Life is scattered with those little coming-of-age moments; instants in your life when you realise you've been sitting on a fence all this time, and you must now decide on which side your feet belong.

For example - about three weeks ago, I encountered a jar of Marmite in the kitchen cupboard. It struck me, as I turned it over in my hand, that I've probably described games, films, books and their ilk as being "a bit like Marmite" countless times - and yet I've never actually worked out on which side of the famous Marmite Divide I fall.

So I made some toast. And I cautiously spread a thin slick of Marmite on it, just enough to brown the surface; sniffed experimentally, raised it to my mouth, and bit off a chunk.

Then I gagged, my eyes watered, I thought I was going to throw up, and I chucked the rest of the toast in the bloody bin while I gulped down about two pints of water. What the bloody hell is wrong with you sick weirdos?

Interstellar Okapi

Unlike Marmite, Space Giraffe is not a recommended with hot toast.

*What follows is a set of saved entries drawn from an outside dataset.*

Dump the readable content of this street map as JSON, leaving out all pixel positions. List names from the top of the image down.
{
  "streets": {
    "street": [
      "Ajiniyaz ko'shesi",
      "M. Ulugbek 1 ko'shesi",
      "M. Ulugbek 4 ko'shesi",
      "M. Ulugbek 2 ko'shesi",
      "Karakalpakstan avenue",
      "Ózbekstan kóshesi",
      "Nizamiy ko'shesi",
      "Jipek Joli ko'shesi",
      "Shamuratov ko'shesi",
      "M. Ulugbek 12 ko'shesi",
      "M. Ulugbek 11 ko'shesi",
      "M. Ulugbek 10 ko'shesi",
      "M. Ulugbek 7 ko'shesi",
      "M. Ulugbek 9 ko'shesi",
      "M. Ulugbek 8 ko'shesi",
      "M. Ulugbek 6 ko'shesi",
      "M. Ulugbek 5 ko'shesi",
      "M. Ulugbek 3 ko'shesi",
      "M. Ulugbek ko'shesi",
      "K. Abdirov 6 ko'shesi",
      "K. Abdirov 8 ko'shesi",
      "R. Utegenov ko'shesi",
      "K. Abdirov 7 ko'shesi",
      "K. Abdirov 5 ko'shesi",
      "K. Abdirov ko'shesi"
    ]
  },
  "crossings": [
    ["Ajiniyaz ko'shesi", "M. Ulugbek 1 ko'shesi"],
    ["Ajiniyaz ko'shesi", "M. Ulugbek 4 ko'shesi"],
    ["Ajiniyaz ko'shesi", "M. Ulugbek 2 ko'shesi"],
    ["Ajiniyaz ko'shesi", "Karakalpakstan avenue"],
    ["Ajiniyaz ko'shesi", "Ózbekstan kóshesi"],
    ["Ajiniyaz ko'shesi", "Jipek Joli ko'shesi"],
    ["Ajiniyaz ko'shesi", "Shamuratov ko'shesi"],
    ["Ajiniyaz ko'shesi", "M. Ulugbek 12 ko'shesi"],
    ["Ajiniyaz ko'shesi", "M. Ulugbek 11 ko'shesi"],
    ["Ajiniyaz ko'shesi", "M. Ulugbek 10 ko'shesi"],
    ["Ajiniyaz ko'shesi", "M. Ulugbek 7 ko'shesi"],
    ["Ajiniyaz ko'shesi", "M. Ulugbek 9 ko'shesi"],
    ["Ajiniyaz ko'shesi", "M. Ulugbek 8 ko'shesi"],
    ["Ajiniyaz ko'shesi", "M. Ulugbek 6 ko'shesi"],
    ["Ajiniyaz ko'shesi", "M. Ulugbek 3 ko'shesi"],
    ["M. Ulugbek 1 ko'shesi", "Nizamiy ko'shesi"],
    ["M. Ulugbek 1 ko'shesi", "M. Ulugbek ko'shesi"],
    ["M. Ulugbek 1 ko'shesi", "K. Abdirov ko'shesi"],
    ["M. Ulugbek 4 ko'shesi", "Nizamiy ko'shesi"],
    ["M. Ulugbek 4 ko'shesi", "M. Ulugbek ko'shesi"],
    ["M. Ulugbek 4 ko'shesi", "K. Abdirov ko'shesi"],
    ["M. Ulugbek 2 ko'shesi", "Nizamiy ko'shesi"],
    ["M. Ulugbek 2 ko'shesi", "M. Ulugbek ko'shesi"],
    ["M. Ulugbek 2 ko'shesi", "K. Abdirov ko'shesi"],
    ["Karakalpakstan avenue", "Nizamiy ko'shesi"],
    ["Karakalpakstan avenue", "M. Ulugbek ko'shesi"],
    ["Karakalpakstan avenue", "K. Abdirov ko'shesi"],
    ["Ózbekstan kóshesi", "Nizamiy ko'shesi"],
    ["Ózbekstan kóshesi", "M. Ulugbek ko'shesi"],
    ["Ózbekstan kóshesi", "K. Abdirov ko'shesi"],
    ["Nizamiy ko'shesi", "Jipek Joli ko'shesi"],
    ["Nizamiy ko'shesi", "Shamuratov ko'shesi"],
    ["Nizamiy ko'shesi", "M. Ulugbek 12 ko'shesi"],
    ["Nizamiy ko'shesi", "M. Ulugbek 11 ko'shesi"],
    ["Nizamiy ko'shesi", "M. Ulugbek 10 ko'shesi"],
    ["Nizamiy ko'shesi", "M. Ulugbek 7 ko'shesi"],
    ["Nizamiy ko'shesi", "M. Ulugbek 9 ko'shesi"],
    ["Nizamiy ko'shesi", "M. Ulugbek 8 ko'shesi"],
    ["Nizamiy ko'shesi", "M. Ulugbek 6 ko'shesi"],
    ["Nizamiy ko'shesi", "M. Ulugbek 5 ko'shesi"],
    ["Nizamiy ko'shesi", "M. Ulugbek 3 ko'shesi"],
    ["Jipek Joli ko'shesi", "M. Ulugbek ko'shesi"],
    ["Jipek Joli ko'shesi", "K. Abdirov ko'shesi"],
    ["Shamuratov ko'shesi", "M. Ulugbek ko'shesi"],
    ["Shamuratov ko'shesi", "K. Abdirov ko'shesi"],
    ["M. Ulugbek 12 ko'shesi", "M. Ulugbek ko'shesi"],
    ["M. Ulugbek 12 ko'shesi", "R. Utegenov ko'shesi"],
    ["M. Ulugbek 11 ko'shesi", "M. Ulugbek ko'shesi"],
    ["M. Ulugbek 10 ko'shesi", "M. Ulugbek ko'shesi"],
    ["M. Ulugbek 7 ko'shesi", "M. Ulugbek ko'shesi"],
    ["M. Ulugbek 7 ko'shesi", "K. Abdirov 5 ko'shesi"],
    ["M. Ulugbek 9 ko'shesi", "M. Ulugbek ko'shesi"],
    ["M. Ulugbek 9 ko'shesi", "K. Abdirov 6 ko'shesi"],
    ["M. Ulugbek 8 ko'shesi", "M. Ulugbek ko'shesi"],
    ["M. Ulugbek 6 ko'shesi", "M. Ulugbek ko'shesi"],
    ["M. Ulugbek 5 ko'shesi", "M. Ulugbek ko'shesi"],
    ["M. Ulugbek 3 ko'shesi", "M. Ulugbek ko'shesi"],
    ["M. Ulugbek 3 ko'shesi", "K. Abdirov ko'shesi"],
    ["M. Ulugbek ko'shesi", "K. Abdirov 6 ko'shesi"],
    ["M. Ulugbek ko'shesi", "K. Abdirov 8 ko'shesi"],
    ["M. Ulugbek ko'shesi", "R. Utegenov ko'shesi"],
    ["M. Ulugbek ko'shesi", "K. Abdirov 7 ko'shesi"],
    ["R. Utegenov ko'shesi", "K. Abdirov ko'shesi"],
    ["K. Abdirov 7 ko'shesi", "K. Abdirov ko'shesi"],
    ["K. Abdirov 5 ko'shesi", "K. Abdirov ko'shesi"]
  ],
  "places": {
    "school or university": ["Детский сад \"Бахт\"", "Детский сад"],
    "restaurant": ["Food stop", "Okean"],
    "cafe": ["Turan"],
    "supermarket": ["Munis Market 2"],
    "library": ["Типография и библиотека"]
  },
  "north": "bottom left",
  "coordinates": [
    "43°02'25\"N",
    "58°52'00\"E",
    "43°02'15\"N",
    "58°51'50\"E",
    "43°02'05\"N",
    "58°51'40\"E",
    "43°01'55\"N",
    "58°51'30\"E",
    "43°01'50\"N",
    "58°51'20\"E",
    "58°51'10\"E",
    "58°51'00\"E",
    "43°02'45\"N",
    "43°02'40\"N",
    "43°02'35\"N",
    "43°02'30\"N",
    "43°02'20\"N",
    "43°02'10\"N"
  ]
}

The anecdote is relevant (honest), because where Space Giraffe is concerned, I feel like the shoe is on the other foot. My gut reaction is to recommend that everyone should play it - but somewhere at the back of my mind, I know that the majority of you will probably gag, choke, and throw it in the bin. Probably followed by glowering at me about wasted Microsoft Points (much as my Marmite-munching flatmate did after I encouraged him to buy the game).

Kristan has already described perfectly the basics of how the game works. Despite Jeff Minter's claims to the contrary, it is very clearly an evolution of the Tempest formula - but one which takes the same basic controls and mechanics and fashions a radically overhauled experience from them.

The addition of enemies such as Flowers (which essentially block your ability to move around the game surface freely for a period of time) and Boffins (nasty little sods that can only be shot when they're moving horizontally) turns the game into a vastly more strategic affair than Tempest ever was. Indeed, of all of Minter's games to date, it's arguably the one which demands the most from its players, forcing you to keep an eye on a wide range of different factors rather than simply shooting lots and dodging bullets.

There's a sense that you're not just fighting enemies here; you're actively nurturing a play area, attempting to set up the conditions for the best score possible. Simply shooting everything is a tactic that stops working early in the game; as you progress, you're expected to take a holistic approach that "gardens" the playing grid until the time is right to bull a large number of enemies off at once.

That, for me at least, is what makes Space Giraffe extraordinary. I'll admit it up front - I don't have the reactions required for twitch shooters any more, much as I love the genre, but Space Giraffe actually offers something vastly more strategic and cerebral than most other shooters. It's hidden away under a thick layer of eye-blasting visuals, silly humour and fast-paced action, but it's there and it's utterly compelling.

Galactic Zebra

Acid flashbacks: a perfectly understandable complaint.

Ah, yes - the eye-blasting visuals. A common and perfectly understandable complaint about Space Giraffe is that you can't see what's going on due to Minter's inclusion of light synth backdrops, which plaster your screen with bright plasma effects that do frequently obscure important gameplay elements like enemy bullets or flower stems.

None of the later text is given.